▶ Work to complete:
In the entries below, spot each line with the word "José" and copy it.

BEGIN Supplied records

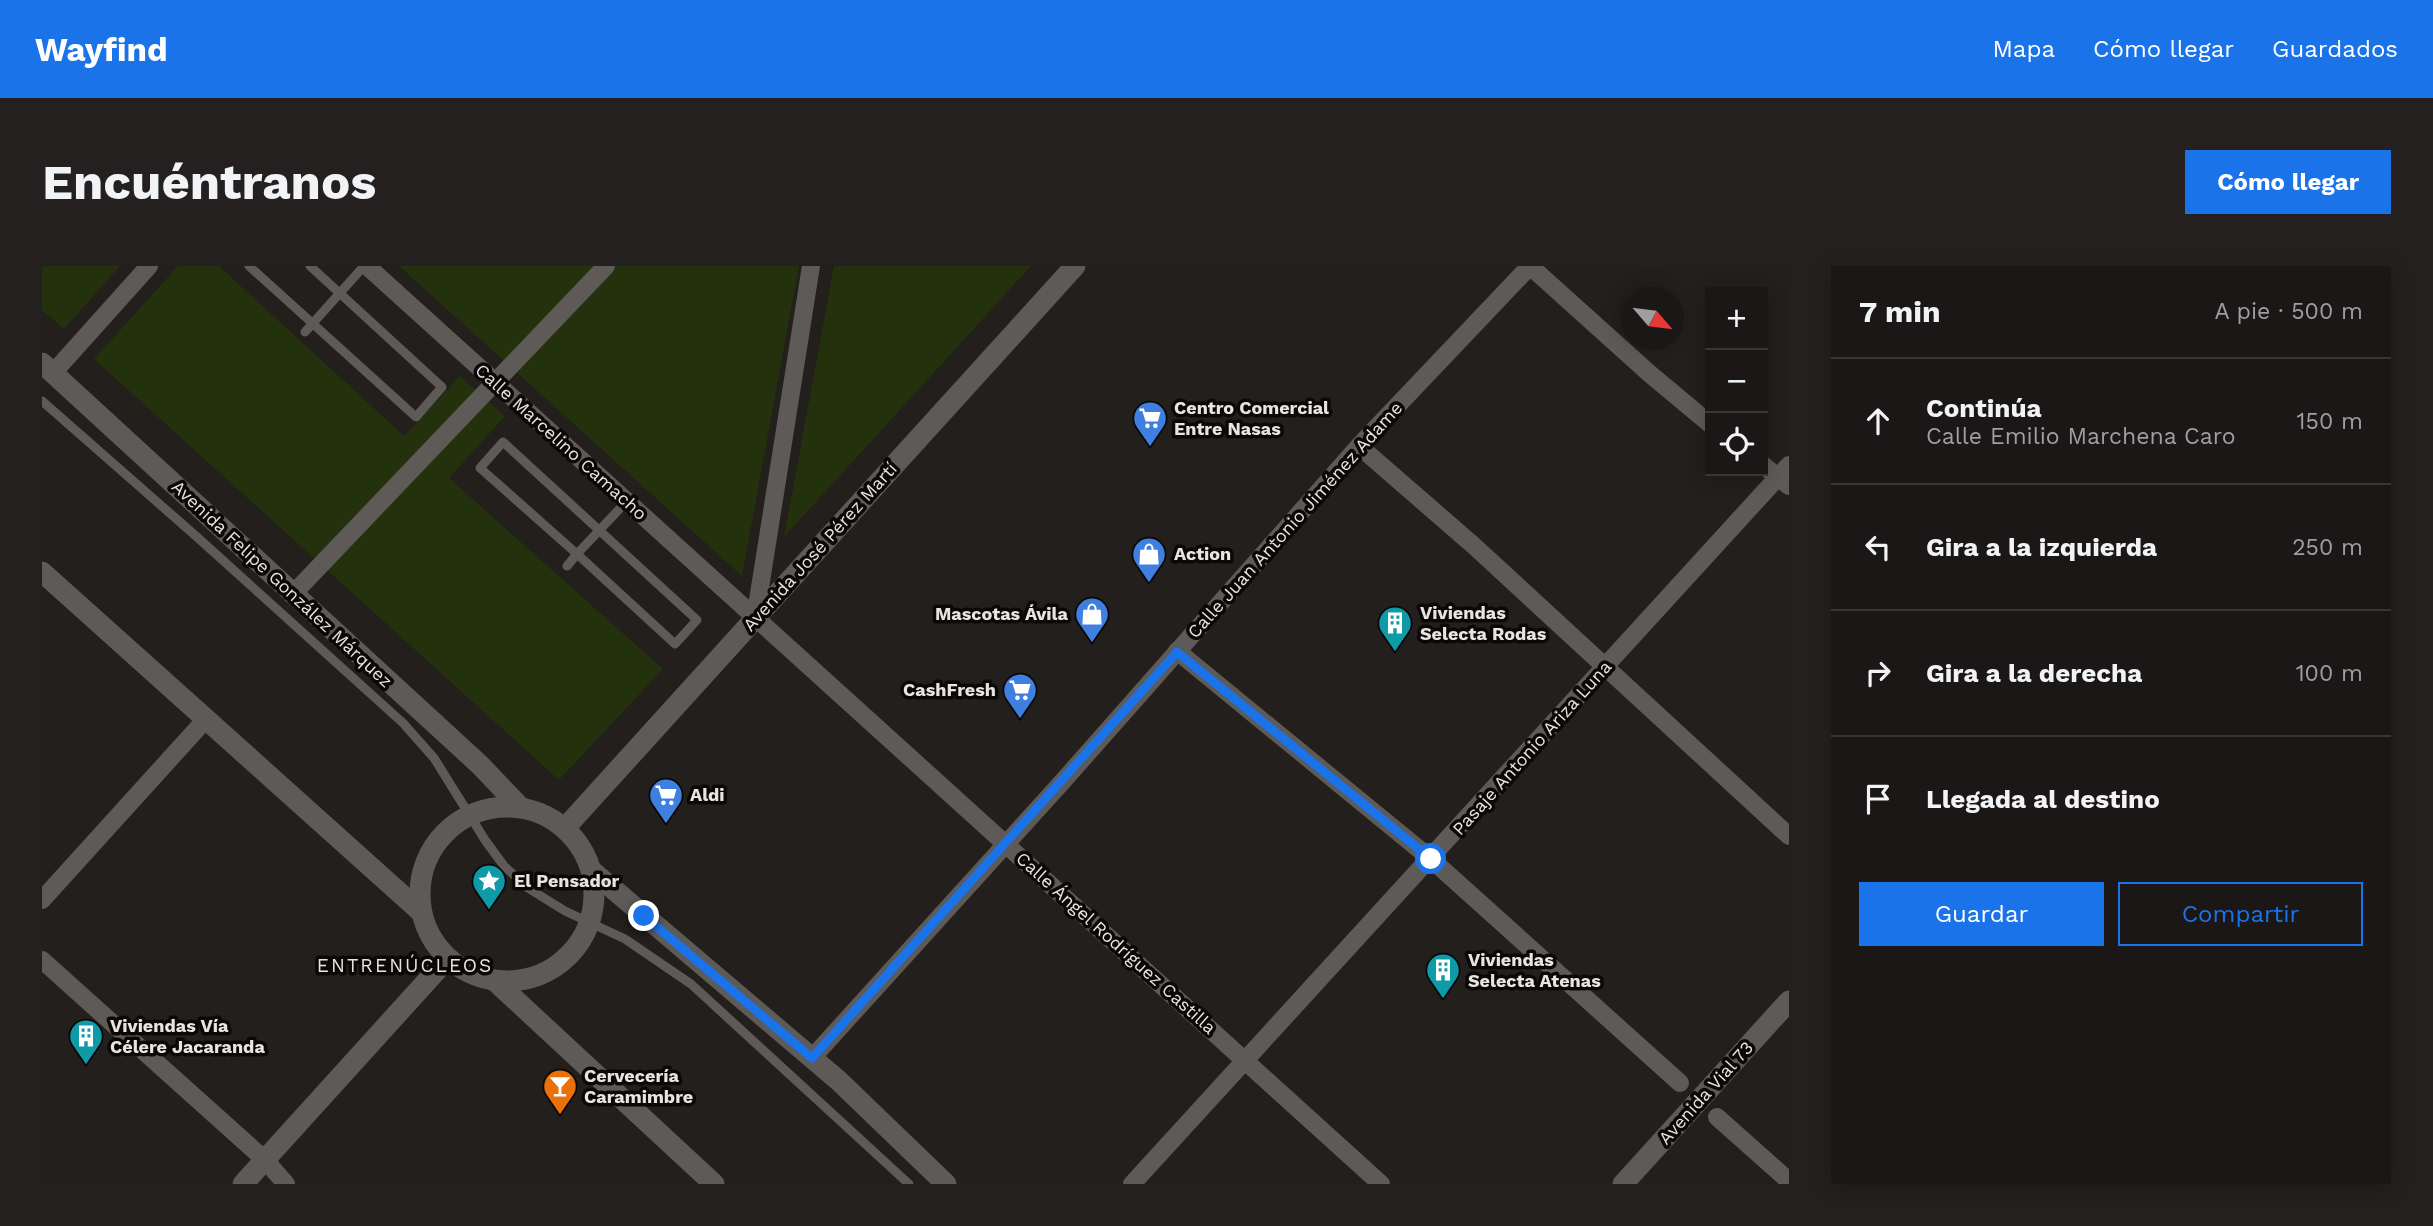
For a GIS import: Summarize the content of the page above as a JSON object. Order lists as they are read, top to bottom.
{
  "streets": {
    "main road": ["Avenida José Pérez Martí", "Avenida Felipe González Márquez", "Avenida Vial 73"],
    "street": [
      "Calle Marcelino Camacho",
      "Calle Juan Antonio Jiménez Adame",
      "Pasaje Antonio Ariza Luna",
      "Calle Ángel Rodríguez Castilla"
    ]
  },
  "crossings": [
    ["Calle Marcelino Camacho", "Avenida José Pérez Martí"],
    ["Calle Marcelino Camacho", "Calle Ángel Rodríguez Castilla"],
    ["Calle Juan Antonio Jiménez Adame", "Calle Ángel Rodríguez Castilla"],
    ["Avenida José Pérez Martí", "Calle Ángel Rodríguez Castilla"],
    ["Pasaje Antonio Ariza Luna", "Calle Ángel Rodríguez Castilla"]
  ],
  "districts": ["ENTRENÚCLEOS"],
  "places": {
    "supermarket": ["Centro Comercial Entre Nasas", "CashFresh", "Aldi"],
    "shop": ["Action", "Mascotas Ávila"],
    "building": ["Viviendas Selecta Rodas", "Viviendas Selecta Atenas", "Viviendas Vía Célere Jacaranda"],
    "place": ["El Pensador"],
    "bar": ["Cervecería Caramimbre"]
  },
  "north": "bottom right",
  "page": {
    "header": "Wayfind",
    "nav": ["Mapa", "Cómo llegar", "Guardados"],
    "buttons": [
      "Cómo llegar",
      ["Guardar", "Compartir"]
    ],
    "title": "Encuéntranos",
    "heading": ["7 min", "A pie · 500 m"],
    "map_buttons": ["+", "−"],
    "list": [
      ["Continúa", "Calle Emilio Marchena Caro", "150 m"],
      ["Gira a la izquierda", "250 m"],
      ["Gira a la derecha", "100 m"],
      "Llegada al destino"
    ]
  }
}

END Supplied records

▶ Reply to the exercise:
    "main road": ["Avenida José Pérez Martí", "Avenida Felipe González Márquez", "Avenida Vial 73"],
    ["Calle Marcelino Camacho", "Avenida José Pérez Martí"],
    ["Avenida José Pérez Martí", "Calle Ángel Rodríguez Castilla"],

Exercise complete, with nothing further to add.